**WHAT YOU NEED TO DO**
Only the lines from the first line of the records through the line containing "Map reading. Convert the screen" belong in the answer. Copy them exactly.

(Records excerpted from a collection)
============================================================
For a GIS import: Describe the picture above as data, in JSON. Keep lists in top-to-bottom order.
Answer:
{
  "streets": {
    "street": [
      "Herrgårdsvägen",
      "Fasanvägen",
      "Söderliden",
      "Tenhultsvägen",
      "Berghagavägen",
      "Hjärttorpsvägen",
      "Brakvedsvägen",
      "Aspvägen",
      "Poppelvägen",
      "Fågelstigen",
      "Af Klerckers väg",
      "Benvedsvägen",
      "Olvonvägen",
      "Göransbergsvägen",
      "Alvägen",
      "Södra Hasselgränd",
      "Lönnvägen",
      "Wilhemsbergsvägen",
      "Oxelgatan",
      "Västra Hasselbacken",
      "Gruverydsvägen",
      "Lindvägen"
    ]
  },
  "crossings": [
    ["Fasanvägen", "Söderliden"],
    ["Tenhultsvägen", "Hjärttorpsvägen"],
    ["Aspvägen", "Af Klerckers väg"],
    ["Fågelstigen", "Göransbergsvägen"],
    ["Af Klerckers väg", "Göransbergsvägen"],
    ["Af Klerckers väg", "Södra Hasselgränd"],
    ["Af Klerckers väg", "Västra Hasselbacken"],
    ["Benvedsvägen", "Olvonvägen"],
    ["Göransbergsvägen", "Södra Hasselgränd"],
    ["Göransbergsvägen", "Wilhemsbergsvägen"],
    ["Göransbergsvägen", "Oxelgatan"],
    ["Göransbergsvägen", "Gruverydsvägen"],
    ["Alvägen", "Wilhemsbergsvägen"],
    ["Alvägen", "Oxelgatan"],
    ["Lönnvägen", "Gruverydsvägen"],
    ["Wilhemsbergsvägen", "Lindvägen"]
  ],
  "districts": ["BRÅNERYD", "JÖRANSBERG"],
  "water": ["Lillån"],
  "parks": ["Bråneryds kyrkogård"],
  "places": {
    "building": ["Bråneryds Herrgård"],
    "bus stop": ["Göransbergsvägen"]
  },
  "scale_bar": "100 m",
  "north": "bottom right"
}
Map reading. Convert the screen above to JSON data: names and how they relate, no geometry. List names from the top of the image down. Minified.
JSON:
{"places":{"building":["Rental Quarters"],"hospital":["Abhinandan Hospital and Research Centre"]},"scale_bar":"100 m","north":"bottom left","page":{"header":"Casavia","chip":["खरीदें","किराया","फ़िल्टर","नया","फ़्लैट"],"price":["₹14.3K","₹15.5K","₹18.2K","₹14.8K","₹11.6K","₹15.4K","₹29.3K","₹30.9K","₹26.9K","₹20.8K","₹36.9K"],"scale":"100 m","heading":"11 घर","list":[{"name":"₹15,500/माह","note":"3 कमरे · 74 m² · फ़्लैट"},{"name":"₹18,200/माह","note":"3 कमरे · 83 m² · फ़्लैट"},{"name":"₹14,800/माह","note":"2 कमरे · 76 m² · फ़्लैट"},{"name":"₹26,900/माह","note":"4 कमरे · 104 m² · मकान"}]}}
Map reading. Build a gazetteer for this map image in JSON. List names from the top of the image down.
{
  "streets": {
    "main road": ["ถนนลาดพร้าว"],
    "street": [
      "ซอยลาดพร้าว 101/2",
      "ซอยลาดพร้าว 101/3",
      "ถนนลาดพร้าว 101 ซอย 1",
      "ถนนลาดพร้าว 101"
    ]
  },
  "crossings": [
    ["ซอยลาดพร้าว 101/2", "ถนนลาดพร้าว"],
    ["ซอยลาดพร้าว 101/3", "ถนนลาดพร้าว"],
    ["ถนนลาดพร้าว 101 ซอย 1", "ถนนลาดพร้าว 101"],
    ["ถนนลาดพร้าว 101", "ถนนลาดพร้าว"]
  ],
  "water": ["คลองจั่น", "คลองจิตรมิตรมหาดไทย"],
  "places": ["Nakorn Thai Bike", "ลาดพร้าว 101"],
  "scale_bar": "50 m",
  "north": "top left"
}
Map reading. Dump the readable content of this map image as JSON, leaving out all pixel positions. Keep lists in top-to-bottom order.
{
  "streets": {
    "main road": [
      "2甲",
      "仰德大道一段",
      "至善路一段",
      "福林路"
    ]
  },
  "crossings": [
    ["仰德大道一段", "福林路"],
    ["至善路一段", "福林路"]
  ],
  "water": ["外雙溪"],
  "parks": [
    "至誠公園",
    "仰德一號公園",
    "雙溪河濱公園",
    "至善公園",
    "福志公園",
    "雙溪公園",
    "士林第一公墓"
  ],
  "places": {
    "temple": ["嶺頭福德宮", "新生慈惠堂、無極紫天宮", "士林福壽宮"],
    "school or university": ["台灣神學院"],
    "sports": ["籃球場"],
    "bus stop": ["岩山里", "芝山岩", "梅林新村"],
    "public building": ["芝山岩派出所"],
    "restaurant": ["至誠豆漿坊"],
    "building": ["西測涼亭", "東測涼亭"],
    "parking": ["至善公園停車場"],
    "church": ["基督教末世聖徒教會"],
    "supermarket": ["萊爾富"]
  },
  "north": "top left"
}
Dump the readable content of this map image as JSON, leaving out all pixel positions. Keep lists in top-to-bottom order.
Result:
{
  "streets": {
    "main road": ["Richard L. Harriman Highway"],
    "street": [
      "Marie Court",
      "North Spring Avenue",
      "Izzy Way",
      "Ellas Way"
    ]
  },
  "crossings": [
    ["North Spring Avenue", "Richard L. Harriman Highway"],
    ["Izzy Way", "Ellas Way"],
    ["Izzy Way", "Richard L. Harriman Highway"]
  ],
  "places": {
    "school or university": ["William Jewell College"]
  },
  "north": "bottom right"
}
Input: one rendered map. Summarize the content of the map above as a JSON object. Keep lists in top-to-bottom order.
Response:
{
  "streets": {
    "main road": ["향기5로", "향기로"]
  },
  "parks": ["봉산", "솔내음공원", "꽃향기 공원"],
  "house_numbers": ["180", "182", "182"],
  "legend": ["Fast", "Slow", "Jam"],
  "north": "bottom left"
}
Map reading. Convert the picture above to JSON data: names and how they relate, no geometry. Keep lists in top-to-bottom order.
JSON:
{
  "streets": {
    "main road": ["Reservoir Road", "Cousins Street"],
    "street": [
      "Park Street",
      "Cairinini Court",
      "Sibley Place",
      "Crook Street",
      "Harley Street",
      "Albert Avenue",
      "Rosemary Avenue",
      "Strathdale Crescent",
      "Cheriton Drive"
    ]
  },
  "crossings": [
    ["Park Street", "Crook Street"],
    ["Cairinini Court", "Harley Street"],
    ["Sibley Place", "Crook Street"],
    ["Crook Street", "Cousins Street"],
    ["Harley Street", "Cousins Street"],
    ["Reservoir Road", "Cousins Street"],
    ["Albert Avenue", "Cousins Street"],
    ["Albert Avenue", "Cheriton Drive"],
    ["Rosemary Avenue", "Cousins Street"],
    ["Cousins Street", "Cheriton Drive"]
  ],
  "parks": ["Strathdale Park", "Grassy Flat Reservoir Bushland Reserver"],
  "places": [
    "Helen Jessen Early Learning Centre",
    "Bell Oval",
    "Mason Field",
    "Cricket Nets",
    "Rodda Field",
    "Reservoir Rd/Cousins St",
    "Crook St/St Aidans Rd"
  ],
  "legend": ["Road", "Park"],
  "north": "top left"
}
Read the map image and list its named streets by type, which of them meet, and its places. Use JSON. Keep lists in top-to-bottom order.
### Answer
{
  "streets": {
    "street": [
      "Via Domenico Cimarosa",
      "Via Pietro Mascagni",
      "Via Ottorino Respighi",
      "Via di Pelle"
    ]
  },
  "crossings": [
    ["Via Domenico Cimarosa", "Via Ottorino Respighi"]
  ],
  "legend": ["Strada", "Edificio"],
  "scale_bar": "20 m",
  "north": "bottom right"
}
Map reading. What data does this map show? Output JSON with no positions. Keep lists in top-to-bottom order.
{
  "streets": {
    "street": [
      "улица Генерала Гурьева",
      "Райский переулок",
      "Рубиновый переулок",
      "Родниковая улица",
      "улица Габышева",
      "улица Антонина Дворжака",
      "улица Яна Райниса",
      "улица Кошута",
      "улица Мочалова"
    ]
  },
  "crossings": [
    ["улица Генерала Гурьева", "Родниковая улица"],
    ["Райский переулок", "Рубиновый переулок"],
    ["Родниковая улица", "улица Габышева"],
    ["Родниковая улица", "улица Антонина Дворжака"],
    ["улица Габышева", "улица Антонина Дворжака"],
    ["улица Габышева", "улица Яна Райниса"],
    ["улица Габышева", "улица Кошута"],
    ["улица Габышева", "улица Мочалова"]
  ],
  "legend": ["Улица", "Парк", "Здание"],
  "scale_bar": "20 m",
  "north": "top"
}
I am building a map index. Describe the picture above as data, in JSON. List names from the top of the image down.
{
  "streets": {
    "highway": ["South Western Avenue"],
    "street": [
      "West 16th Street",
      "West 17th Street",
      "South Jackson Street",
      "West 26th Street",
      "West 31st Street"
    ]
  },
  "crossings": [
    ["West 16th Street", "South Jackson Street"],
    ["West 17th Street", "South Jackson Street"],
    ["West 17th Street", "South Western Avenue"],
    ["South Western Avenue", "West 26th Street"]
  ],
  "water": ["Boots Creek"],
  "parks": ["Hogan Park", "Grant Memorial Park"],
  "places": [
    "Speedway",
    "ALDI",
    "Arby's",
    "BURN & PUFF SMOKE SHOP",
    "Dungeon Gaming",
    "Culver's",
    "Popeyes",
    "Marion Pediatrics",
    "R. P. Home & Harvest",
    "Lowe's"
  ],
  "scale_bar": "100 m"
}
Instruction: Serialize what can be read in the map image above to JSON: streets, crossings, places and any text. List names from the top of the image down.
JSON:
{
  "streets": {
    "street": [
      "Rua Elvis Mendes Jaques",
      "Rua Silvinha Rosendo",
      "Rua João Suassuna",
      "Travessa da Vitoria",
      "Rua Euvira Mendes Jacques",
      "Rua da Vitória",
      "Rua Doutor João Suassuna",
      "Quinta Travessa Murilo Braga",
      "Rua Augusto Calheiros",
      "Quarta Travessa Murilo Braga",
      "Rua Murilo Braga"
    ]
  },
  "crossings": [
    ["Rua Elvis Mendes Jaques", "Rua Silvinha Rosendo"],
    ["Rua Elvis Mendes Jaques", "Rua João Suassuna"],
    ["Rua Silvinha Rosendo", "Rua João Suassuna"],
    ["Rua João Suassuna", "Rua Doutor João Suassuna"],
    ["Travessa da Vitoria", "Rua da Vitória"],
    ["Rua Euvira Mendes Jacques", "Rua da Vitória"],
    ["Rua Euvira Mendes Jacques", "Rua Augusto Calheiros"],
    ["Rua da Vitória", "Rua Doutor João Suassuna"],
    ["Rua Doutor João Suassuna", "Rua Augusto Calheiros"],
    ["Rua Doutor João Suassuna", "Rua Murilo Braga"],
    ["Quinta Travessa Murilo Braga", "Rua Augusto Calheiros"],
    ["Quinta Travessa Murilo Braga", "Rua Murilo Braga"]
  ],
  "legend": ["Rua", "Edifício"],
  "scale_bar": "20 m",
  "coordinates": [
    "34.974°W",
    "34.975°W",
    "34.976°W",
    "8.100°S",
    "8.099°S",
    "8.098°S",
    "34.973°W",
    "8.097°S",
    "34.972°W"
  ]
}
============================================================
**TASK RESPONSE**
For a GIS import: Describe the picture above as data, in JSON. Keep lists in top-to-bottom order.
Answer:
{
  "streets": {
    "street": [
      "Herrgårdsvägen",
      "Fasanvägen",
      "Söderliden",
      "Tenhultsvägen",
      "Berghagavägen",
      "Hjärttorpsvägen",
      "Brakvedsvägen",
      "Aspvägen",
      "Poppelvägen",
      "Fågelstigen",
      "Af Klerckers väg",
      "Benvedsvägen",
      "Olvonvägen",
      "Göransbergsvägen",
      "Alvägen",
      "Södra Hasselgränd",
      "Lönnvägen",
      "Wilhemsbergsvägen",
      "Oxelgatan",
      "Västra Hasselbacken",
      "Gruverydsvägen",
      "Lindvägen"
    ]
  },
  "crossings": [
    ["Fasanvägen", "Söderliden"],
    ["Tenhultsvägen", "Hjärttorpsvägen"],
    ["Aspvägen", "Af Klerckers väg"],
    ["Fågelstigen", "Göransbergsvägen"],
    ["Af Klerckers väg", "Göransbergsvägen"],
    ["Af Klerckers väg", "Södra Hasselgränd"],
    ["Af Klerckers väg", "Västra Hasselbacken"],
    ["Benvedsvägen", "Olvonvägen"],
    ["Göransbergsvägen", "Södra Hasselgränd"],
    ["Göransbergsvägen", "Wilhemsbergsvägen"],
    ["Göransbergsvägen", "Oxelgatan"],
    ["Göransbergsvägen", "Gruverydsvägen"],
    ["Alvägen", "Wilhemsbergsvägen"],
    ["Alvägen", "Oxelgatan"],
    ["Lönnvägen", "Gruverydsvägen"],
    ["Wilhemsbergsvägen", "Lindvägen"]
  ],
  "districts": ["BRÅNERYD", "JÖRANSBERG"],
  "water": ["Lillån"],
  "parks": ["Bråneryds kyrkogård"],
  "places": {
    "building": ["Bråneryds Herrgård"],
    "bus stop": ["Göransbergsvägen"]
  },
  "scale_bar": "100 m",
  "north": "bottom right"
}
Map reading. Convert the screen above to JSON data: names and how they relate, no geometry. List names from the top of the image down. Minified.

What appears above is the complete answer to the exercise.